The momentum behind smart cities is reflected in a growing understanding of what is required to accelerate the adoption of digital technologies. The research for this report identifies five key developments:
- Bridging the gap between smart city programmes and strategic city priorities: Cities are building the links that will embed digital innovation in frontline services.
- Supporting the emergence of city platforms: More cohesive strategies are being developed for the deployment of new technologies, including big data analytics and citywide Internet of Things (IoT) solutions.
- Strengthening regional perspectives: As the extended scope of smart cities is recognised, smart city programmes are developing collaboration networks across combined authorities, county authorities, and regional agencies.

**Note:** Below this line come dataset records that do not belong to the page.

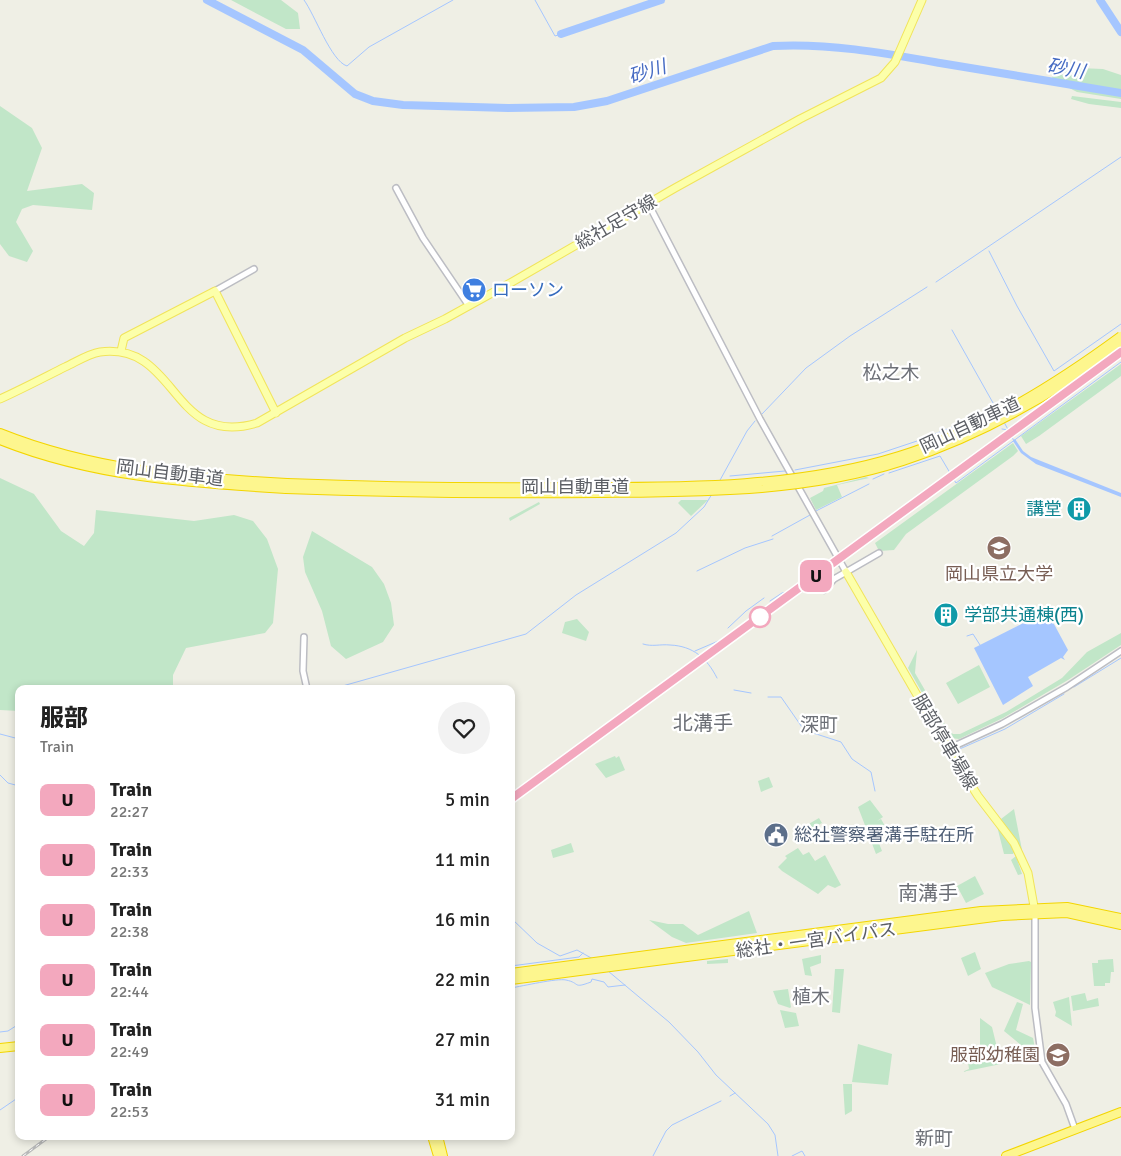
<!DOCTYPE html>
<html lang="en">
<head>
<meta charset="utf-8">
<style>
  body { margin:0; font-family:Signika,"Noto Sans JP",sans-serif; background:#f2f2f2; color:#222; height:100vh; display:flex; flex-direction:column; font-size:19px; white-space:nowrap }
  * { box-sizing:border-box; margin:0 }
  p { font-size:16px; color:#767676 }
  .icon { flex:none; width:28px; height:28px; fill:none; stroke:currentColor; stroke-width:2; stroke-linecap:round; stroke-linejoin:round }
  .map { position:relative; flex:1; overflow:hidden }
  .drawer { position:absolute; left:15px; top:685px; width:500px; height:455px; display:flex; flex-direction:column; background:#fff; border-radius:10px; box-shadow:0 2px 8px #0003 }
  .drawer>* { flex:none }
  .badge { padding:0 10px; border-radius:8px; font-size:18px; line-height:32px }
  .map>.badge { position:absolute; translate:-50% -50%; box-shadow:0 0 0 2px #fff }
  .round { display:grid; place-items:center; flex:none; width:52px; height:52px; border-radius:26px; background:#f2f2f2 }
  .headline { display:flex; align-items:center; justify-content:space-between; height:85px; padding:0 25px }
  h1 { font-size:24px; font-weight:800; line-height:38px }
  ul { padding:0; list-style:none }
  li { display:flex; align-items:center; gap:15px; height:60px; padding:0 25px }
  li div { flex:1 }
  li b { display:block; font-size:19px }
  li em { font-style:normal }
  li .badge { min-width:55px; font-weight:700; text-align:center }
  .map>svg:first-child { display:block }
  .green { fill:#c1e6c8 }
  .water { fill:#a5c6ff }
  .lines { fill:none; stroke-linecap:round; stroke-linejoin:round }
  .stream { stroke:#a5c6ff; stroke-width:1 }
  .river { stroke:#a5c6ff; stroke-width:8 }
  .minor-casing { stroke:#bcbdc3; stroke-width:8 }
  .major-casing { stroke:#f1e45b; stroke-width:9 }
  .highway-casing { stroke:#f3d501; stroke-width:10 }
  .minor { stroke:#fff; stroke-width:5 }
  .major { stroke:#fcffaa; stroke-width:7 }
  .highway { stroke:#fdf68e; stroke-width:8 }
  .rail-casing { stroke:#b7b8b8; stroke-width:3 }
  .rail { stroke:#fff; stroke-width:1; stroke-dasharray:4; stroke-linecap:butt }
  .highway-bridge-casing { stroke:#f3d501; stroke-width:10; stroke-linecap:butt }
  .highway-bridge { stroke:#fdf68e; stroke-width:8 }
  .line-casing { stroke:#fff; stroke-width:11 }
  .line { stroke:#f3a8be; stroke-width:8 }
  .stop-dot { fill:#fff; stroke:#f3a8be; stroke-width:2.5 }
  .labels { text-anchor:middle; stroke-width:4.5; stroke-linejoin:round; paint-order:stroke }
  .street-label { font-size:18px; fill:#5c5f65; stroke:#fff }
  .shop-label { font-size:18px; fill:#366cbe; stroke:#fff; text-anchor:start }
  .culture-label { font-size:18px; fill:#0d838f; stroke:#fff; text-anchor:end }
  .education-label { font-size:18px; fill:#785e54; stroke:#fff }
  .service-label { font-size:18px; fill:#4e5e75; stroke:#fff; text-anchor:start }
  .water-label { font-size:19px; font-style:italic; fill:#466bc3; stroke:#fff }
  .neighbourhood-label { font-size:19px; fill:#6d7077; stroke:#fff }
  .quarter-label { font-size:20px; fill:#6d7077; stroke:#fff }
</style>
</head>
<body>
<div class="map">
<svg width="1121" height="1156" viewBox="0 0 1121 1156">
  <rect width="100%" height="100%" fill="#efefe5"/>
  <path class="green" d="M231,0H281L298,13L300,29H286Z
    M1055,67L1103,69L1121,75V99L1077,92L1052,79L1053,74L1083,76L1084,74L1052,72L1051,69Z
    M1072,96L1121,102V108L1089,104L1071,99Z
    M0,106L32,128L42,148L27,191L82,184L94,193L92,210L33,205L22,209L16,222L33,251L27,262L9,256L0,244Z
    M1121,364V376L1039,436L1026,444L1021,436Z
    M1013,443L1018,451L1013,456L906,534L894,550L879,551L875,543Z
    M866,477L869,478L837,485L842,497L816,510L810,498L823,491L824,488Z
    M0,478L34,494L61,531L84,546L94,533L96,510L194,521L234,515L253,521L267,539L278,569L273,623L265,633L186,648L173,675V689H98L97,686L39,685L38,689H19V711L0,710Z
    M681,500H708L691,516L678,503Z
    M539,502L540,504L510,521L509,518Z
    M312,531L372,567L384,584L391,603L394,625L383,642L346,659L331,646L322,611L305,572L303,557Z
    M577,619L589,632L586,641L562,633L565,622Z
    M1121,633V645L1068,680L1003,718L959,739L950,738L945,733L908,668L917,650L915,673L947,728L953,734H960L1006,712L1062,678L1087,652Z
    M979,665L990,687L958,704L946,683Z
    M615,756L616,758L619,756L625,770L606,778L595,764Z
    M769,777L773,787L761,792L758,781Z
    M870,800L883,817L877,821L881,819L885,826L875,833L882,851L876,854L858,807Z
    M1014,809L1022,850H1021L1001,819Z
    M819,818L822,823C815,826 812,832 805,836L800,829Z
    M997,826L1015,851L1013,854H1004Z
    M571,843L574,852L553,858L551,850Z
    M798,848L803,855L809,852L815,861L825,855L841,885L835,888L828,885L818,894L782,871L778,867L787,858L785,856Z
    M1016,856L1022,874L1018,875L1011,860Z
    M975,876L984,894L966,903L957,886Z
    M749,911L757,933L686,943L672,937L649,920L668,924H683L698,935Z
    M975,952L981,969L968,976L961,958Z
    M821,955V963L810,967L812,976L805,975L802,959Z
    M728,959V963L707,964V961Z
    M1113,959L1114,972H1111L1110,983H1105V986H1094L1092,963H1098V960Z
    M1029,961L1031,962L1030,1005L992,987L985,973L1009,964Z
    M835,969H844L840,1013L832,1012Z
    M788,989L791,1007L790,1008L778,1004L773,991Z
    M1085,993L1087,1001L1098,998L1099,1006L1073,1011L1071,996Z
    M1069,997L1072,1026L1055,1016L1056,1012L1053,1002Z
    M1017,1002L1023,1004L1016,1030L1033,1038L1037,1059L1034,1061L1027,1050L1004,1031Z
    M780,1010L796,1013L799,1026L785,1028Z
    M980,1018L992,1027L1001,1064L962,1072L969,1069L968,1062L961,1064V1054L982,1049H980Z
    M858,1044L892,1054L888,1085L852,1082Z
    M843,1084H852V1111L845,1115Z"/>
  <path class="water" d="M1015,439L1023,451L1031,457L1121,493V497L1036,464L1021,453L1013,441Z
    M1045,612L1048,613L1068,650L1063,657L1065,660L1061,658L1028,677L1033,686L1003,705L974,648Z"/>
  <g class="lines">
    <path class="stream" d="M304,0C315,15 331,61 347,66L369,47L453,0
      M535,0L555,36L561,34
      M989,251L1017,306L1054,371L1121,324
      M936,282L1121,157
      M952,330L997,410
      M762,414L806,368L850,336L927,287
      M1004,422L1014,441
      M1002,429L1008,430
      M795,470L878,454L920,440L977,417
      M889,473L940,456L956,483L1121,362
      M730,476L785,471
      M873,479L884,474
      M719,482L747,431L755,421
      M816,511L869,484
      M772,536L810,515
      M840,554L949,476
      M697,571L745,548L773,539
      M770,601L782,593L789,592L833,559
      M728,628L746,611L764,598
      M967,636L973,634L980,645
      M643,644C652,647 660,644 670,645C693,646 707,658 717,678
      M695,651L723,639
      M1074,687L1121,658
      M332,689L526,634L576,595L676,533L704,507L712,494
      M734,690L751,693
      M768,697H781L804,730L841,742L852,759L871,772L875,791
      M0,734L19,739
      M955,751L1005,729L1064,694
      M0,775L8,783L19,786
      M511,918L537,943L560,956L577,950L593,959
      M511,966L579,957L583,953
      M608,971L669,1022L698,1052L716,1075L768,1124L775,1135L778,1156
      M511,988C523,986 557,978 566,980C581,983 572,989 591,982L592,979L604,982L608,987L625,985
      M0,1032L8,1031L19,1024
      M730,1096L735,1093
      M0,1110L19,1097
      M653,1156L666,1131L672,1125L721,1101
      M792,1156L802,1151L805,1156"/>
    <path class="river" d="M207,0L303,50L355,94L373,101L403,105L508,108L574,107L607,101L773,46C830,43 884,53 940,63C1000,73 1061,83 1121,93
      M1100,0L1121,32
      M561,34L661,0"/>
    <defs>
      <path id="minor" d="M396,188L423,238L469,306
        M649,205L760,419L846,572
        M215,291L254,269
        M824,590L834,579L879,553
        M304,637L303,671L307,689
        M948,749L1002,724L1067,687L1121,651
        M1035,914V1008L1042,1062L1066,1104L1075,1129"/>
      <path id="major" d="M121,351L124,338L215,291L276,413
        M0,399C22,389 43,378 65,367C76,362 88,354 100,352C179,342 170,449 257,423L405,338L445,319L512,282L675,188L800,119L881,78L895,62L922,0
        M846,572L950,752L978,796L1014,843L1028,873L1035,912"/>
      <path id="highway" d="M0,433C92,470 189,478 287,483
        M0,440C92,477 188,483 286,489
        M511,973L981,911L1067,907L1121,918
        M511,980L1002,916L1067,913L1121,925
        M0,1048L19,1046
        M432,1136L438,1156
        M438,1136L443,1156
        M1006,1156L1121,1112"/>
    </defs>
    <use href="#minor" class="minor-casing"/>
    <use href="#major" class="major-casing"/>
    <use href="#highway" class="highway-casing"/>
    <use href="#minor" class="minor"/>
    <use href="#major" class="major"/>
    <use href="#highway" class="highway"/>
    <defs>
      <path id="rail" d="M511,799L1121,352
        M23,1156L50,1136"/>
    </defs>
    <use href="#rail" class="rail-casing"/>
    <use href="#rail" class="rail"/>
    <defs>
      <path id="highway-bridge" d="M287,483C387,487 487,488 588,487C692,487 799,487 899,456C980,431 1053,386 1121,336
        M286,489C391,493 496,494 600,493C702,492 805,493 903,461C983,435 1054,394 1121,344"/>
    </defs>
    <use href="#highway-bridge" class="highway-bridge-casing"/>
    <use href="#highway-bridge" class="highway-bridge"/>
  </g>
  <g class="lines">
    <defs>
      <path id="line" d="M511,799L1121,352"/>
    </defs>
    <use href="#line" class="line-casing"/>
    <use href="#line" class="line"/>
  </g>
  <defs>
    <symbol id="supermarket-disc" viewBox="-11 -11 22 22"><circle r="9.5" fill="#3f7fe0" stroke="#fff"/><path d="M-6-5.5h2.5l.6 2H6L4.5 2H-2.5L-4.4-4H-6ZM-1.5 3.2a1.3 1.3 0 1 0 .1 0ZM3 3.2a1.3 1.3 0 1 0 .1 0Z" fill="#fff"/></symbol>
    <symbol id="building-disc" viewBox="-11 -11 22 22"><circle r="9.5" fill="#0f9aa8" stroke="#fff"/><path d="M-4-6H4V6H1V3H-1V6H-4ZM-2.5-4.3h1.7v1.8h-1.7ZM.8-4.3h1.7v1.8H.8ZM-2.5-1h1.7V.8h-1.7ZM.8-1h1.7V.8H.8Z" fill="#fff"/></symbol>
    <symbol id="university-disc" viewBox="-11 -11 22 22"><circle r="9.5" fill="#8d6e63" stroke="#fff"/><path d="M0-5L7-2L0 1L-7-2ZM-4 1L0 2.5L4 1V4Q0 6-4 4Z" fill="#fff"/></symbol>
    <symbol id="civic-disc" viewBox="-11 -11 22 22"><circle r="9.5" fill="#5c6f8a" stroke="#fff"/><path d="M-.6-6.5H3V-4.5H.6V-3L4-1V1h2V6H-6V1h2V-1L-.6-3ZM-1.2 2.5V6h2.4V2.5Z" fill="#fff"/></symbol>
    <symbol id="school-disc" viewBox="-11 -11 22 22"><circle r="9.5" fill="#8d6e63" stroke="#fff"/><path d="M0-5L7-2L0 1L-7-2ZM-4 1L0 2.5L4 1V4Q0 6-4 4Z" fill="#fff"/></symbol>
  </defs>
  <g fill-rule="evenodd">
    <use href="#supermarket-disc" x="460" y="276" width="28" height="28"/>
    <use href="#building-disc" x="1065" y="495" width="28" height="28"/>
    <use href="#university-disc" x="985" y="534" width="28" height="28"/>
    <use href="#building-disc" x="932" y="601" width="28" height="28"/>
    <use href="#civic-disc" x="762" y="821" width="28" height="28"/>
    <use href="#school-disc" x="1044" y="1041" width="28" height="28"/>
  </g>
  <circle class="stop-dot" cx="760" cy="617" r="10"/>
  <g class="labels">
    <g class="street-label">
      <text transform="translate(616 222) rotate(-30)" y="6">総社足守線</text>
      <text transform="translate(970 425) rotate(-25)" y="6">岡山自動車道</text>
      <text transform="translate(170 473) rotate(7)" y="6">岡山自動車道</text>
      <text x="575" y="493">岡山自動車道</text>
      <text transform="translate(945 742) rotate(59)" y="6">服部停車場線</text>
      <text transform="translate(816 940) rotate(-8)" y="6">総社・一宮バイパス</text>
    </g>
    <g class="shop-label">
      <text x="492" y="296">ローソン</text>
    </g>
    <g class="culture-label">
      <text x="1062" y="515">講堂</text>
      <text x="964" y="621" text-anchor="start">学部共通棟(西)</text>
    </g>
    <g class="education-label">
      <text x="999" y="580">岡山県立大学</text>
      <text x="1040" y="1061" text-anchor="end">服部幼稚園</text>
    </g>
    <g class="service-label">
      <text x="794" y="841">総社警察署溝手駐在所</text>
    </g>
    <g class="water-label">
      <text transform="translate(1066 68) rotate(10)" y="7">砂川</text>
      <text transform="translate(647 71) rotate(-18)" y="7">砂川</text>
    </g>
    <g class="neighbourhood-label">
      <text x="891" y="379">松之木</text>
      <text x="819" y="731">深町</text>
      <text x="811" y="1003">植木</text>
      <text x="934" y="1145">新町</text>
    </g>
    <g class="quarter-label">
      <text x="703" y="730">北溝手</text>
      <text x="928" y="900">南溝手</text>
    </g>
  </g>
</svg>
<b class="badge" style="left:816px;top:576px;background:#f3a8be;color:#111">U</b>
<section class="drawer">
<div class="headline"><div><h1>服部</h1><p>Train</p></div><a class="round"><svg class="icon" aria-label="heart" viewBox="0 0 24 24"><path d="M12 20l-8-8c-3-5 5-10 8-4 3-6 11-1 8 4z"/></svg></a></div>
<ul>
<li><span class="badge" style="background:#f3a8be;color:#111">U</span><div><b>Train</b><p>22:27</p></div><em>5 min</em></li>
<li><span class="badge" style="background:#f3a8be;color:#111">U</span><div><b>Train</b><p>22:33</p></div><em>11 min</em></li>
<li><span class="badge" style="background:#f3a8be;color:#111">U</span><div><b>Train</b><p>22:38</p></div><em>16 min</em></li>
<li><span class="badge" style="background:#f3a8be;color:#111">U</span><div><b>Train</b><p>22:44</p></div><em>22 min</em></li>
<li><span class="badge" style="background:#f3a8be;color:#111">U</span><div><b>Train</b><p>22:49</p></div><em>27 min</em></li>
<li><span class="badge" style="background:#f3a8be;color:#111">U</span><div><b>Train</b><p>22:53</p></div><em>31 min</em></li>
</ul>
</section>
</div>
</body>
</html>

- Expanding the partner ecosystems needed to deliver a smart city vision: The increasingly important role that local universities are playing in shaping and developing urban innovation programs is one notable development.
- Developing more integrated approaches to city issues: A growing number of projects recognise the interconnection between transport, health, energy, and housing, for example, and the need to assess the impact of innovations across these traditional siloes.
The 20 cities were selected on the breadth and depth of their smart or future city strategy and specific programmes in areas such as digital innovation, social care, urban mobility, energy, education, and sustainability. The assessment also looks at the extent of their partnerships and collaboration with other agencies and the private sector. A detailed comparison was made of the top 20 cities to identify the current leaders and their closest challengers.
The city evaluations for this Index are based on two dimensions: Strategy and Execution. The Strategy dimension assesses each city’ s vision, goals, and objectives as they relate to its smart city programme. The Execution dimension assesses the city’ s actual achievements, from initial projects to fullblown deployment of innovative technologies and services. Each dimension is split into five evaluation categories.
The evaluation categories for the Strategy dimension are:
- Vision: Assesses the clarity, comprehensiveness, and depth of the city’ s smart or future city strategy.
- Digital Innovation: Evaluates a city’ s strategy to develop and exploit digital technologies and services.
- Service Innovation: Examines a city’ s strategy for innovations in local services that exploit improvements
offered by smart technologies.
- Sustainability Plans: Assesses a city’ s sustainability strategy and the explicit targets set for energy consumption, greenhouse gas emissions, and related goals.
- Stakeholder Engagement: Examines the range of city stakeholders involved in the development of the smart city strategy.
The evaluation categories for the Execution dimension are:
- Implementation: Assesses the city’ s overall progress in translating its strategy into action based on the number, range, and extent of projects implemented to date.
- Digital Delivery: Evaluates progress on implementing the city’ s digital strategy, including pilot projects, smart city demonstrators, and full-scale projects.
- Service Delivery: Evaluates progress on implementing service innovations defined in the city’ s smart city strategy.
- Environmental Impact: Looks at achievements against sustainability targets and implemented environmental and sustainability programmes.
- Community Reach: Assesses engagement across multiple communities and stakeholders and the extension of projects into the wider city region.
Summary of Rankings
The report scores the cities in the UK Smart Cities Index according to four categories; Leaders, Contenders, Challengers, and Followers.
Bristol and London retain the Leader positions in this new assessment. Both cities are building on their existing programs and working hard to embed innovation across city operations, infrastructure, and service delivery. However, Bristol has edged ahead to take the top position, largely because of the strong momentum it has shown over the last 12 months.